TO DO:
Omit every picture while repeating the entries exactly.

[[ SOURCE DATA open ]]

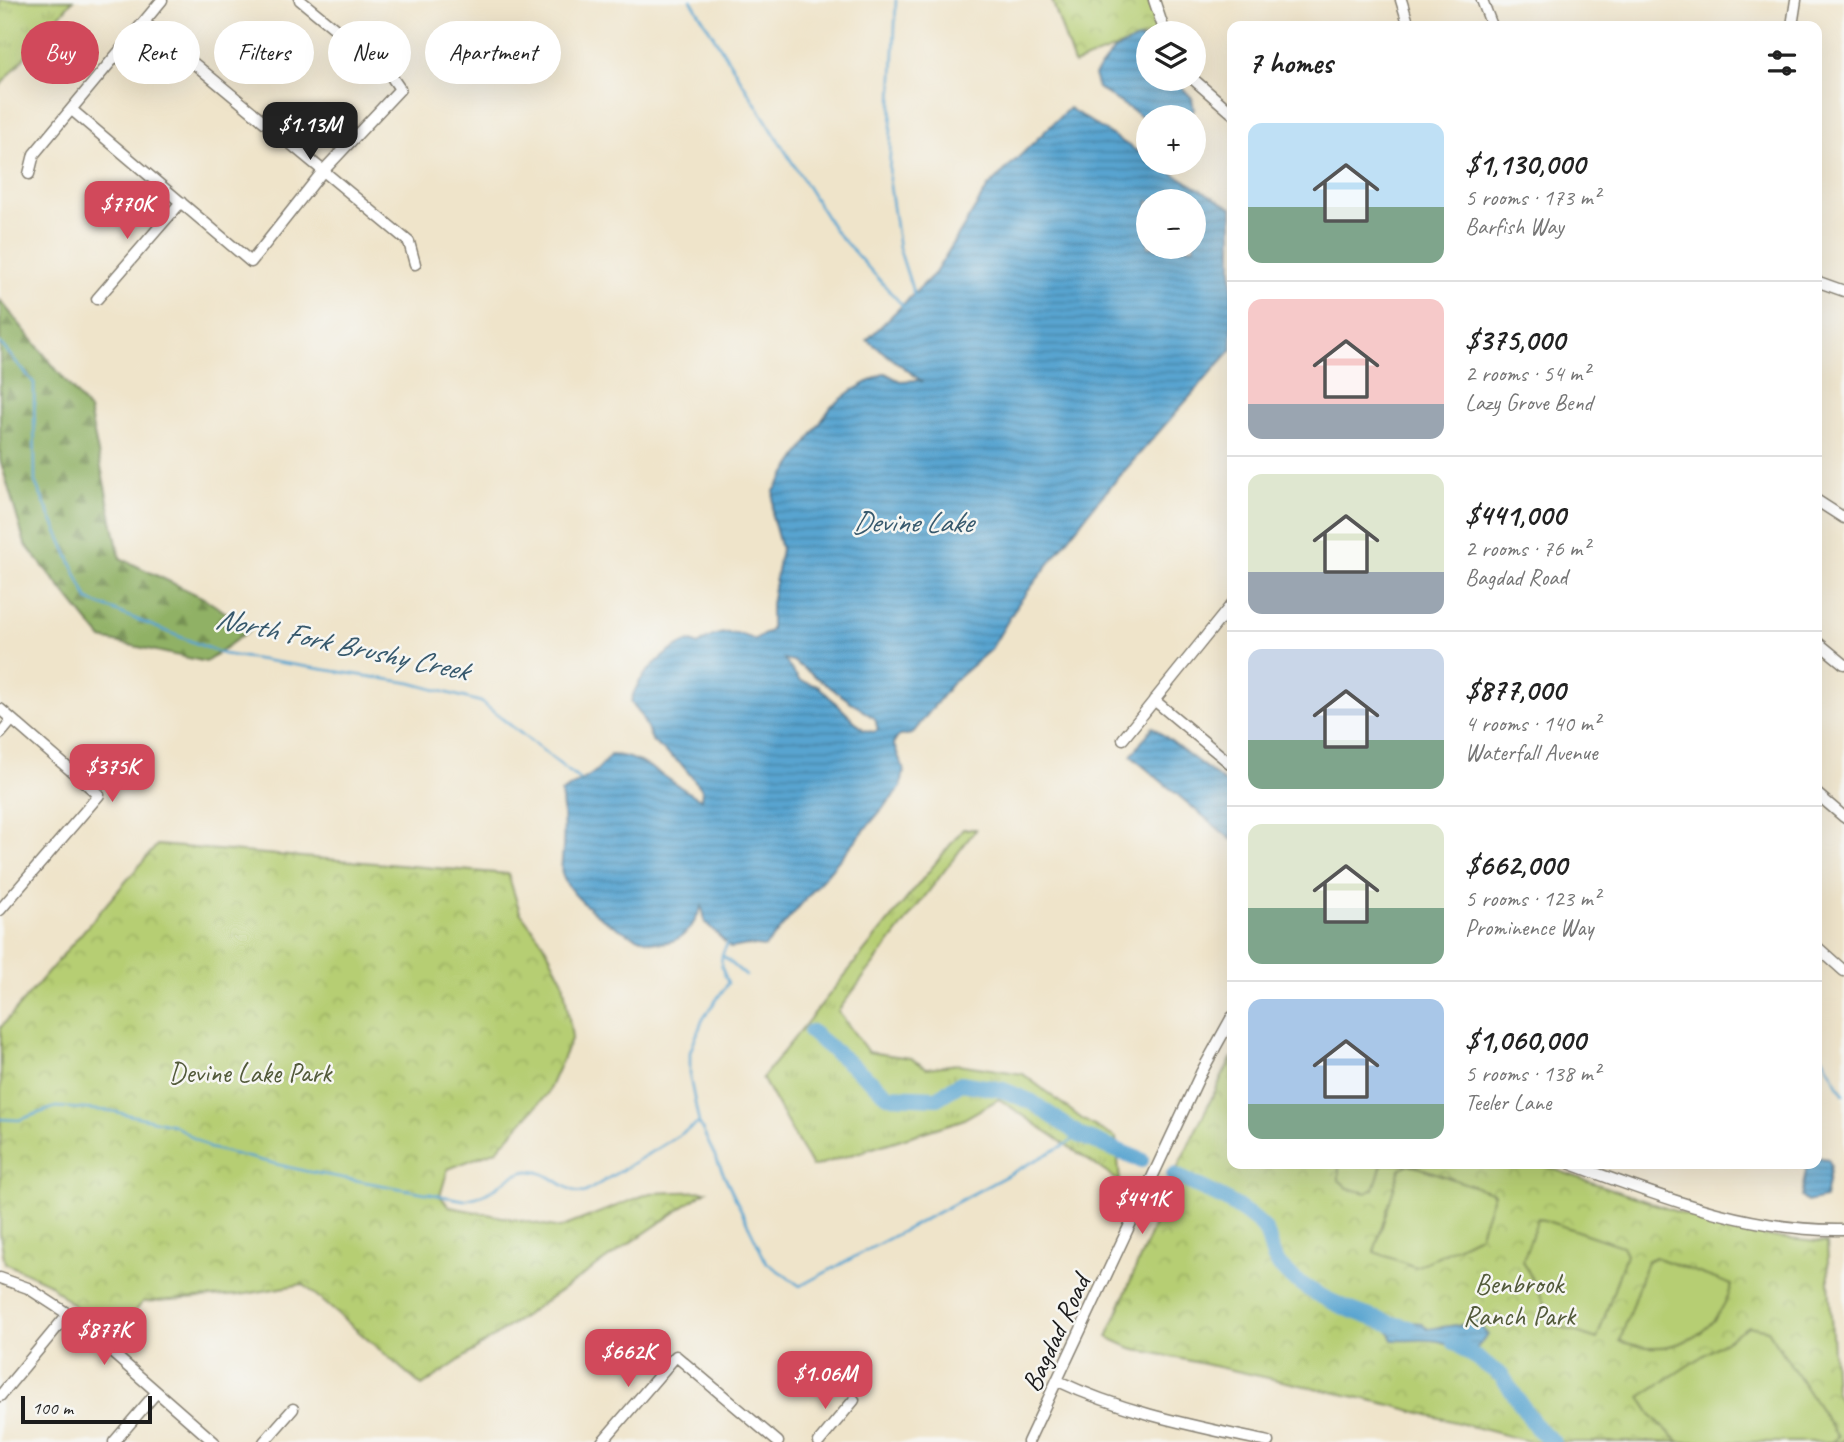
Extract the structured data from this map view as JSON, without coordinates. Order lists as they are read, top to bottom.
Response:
{
  "streets": {
    "street": ["Bagdad Road"]
  },
  "water": ["Devine Lake", "North Fork Brushy Creek"],
  "parks": ["Devine Lake Park", "Benbrook Ranch Park"],
  "scale_bar": "100 m",
  "page": {
    "map_buttons": ["+", "−"],
    "chip": [
      "Buy",
      "Rent",
      "Filters",
      "New",
      "Apartment"
    ],
    "heading": "7 homes",
    "price": [
      "$1.13M",
      "$770K",
      "$375K",
      "$441K",
      "$877K",
      "$662K",
      "$1.06M"
    ],
    "list": [
      {
        "name": "$1,130,000",
        "note": "5 rooms · 173 m² · Barfish Way"
      },
      {
        "name": "$375,000",
        "note": "2 rooms · 54 m² · Lazy Grove Bend"
      },
      {
        "name": "$441,000",
        "note": "2 rooms · 76 m² · Bagdad Road"
      },
      {
        "name": "$877,000",
        "note": "4 rooms · 140 m² · Waterfall Avenue"
      },
      {
        "name": "$662,000",
        "note": "5 rooms · 123 m² · Prominence Way"
      },
      {
        "name": "$1,060,000",
        "note": "5 rooms · 138 m² · Teeler Lane"
      }
    ],
    "scale": "100 m"
  }
}
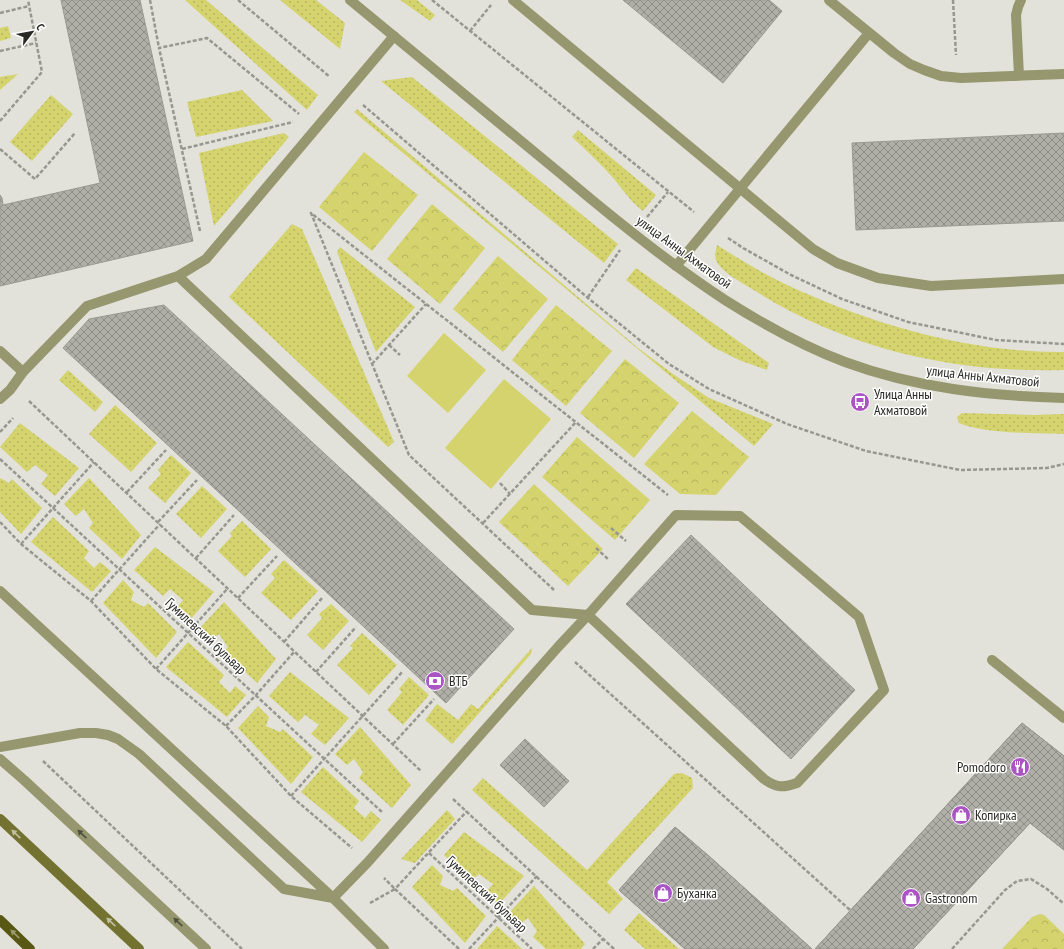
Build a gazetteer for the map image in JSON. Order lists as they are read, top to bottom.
{
  "streets": {
    "street": ["улица Анны Ахматовой"],
    "path": ["Гумилевский бульвар"]
  },
  "places": {
    "bus stop": ["Улица Анны Ахматовой"],
    "bank": ["ВТБ"],
    "restaurant": ["Pomodoro"],
    "shop": ["Копирка", "Буханка", "Gastronom"]
  },
  "north": "top right"
}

[[ SOURCE DATA closed ]]

TASK RESPONSE:
Extract the structured data from this map view as JSON, without coordinates. Order lists as they are read, top to bottom.
Response:
{
  "streets": {
    "street": ["Bagdad Road"]
  },
  "water": ["Devine Lake", "North Fork Brushy Creek"],
  "parks": ["Devine Lake Park", "Benbrook Ranch Park"],
  "scale_bar": "100 m",
  "page": {
    "map_buttons": ["+", "−"],
    "chip": [
      "Buy",
      "Rent",
      "Filters",
      "New",
      "Apartment"
    ],
    "heading": "7 homes",
    "price": [
      "$1.13M",
      "$770K",
      "$375K",
      "$441K",
      "$877K",
      "$662K",
      "$1.06M"
    ],
    "list": [
      {
        "name": "$1,130,000",
        "note": "5 rooms · 173 m² · Barfish Way"
      },
      {
        "name": "$375,000",
        "note": "2 rooms · 54 m² · Lazy Grove Bend"
      },
      {
        "name": "$441,000",
        "note": "2 rooms · 76 m² · Bagdad Road"
      },
      {
        "name": "$877,000",
        "note": "4 rooms · 140 m² · Waterfall Avenue"
      },
      {
        "name": "$662,000",
        "note": "5 rooms · 123 m² · Prominence Way"
      },
      {
        "name": "$1,060,000",
        "note": "5 rooms · 138 m² · Teeler Lane"
      }
    ],
    "scale": "100 m"
  }
}
Build a gazetteer for the map image in JSON. Order lists as they are read, top to bottom.
{
  "streets": {
    "street": ["улица Анны Ахматовой"],
    "path": ["Гумилевский бульвар"]
  },
  "places": {
    "bus stop": ["Улица Анны Ахматовой"],
    "bank": ["ВТБ"],
    "restaurant": ["Pomodoro"],
    "shop": ["Копирка", "Буханка", "Gastronom"]
  },
  "north": "top right"
}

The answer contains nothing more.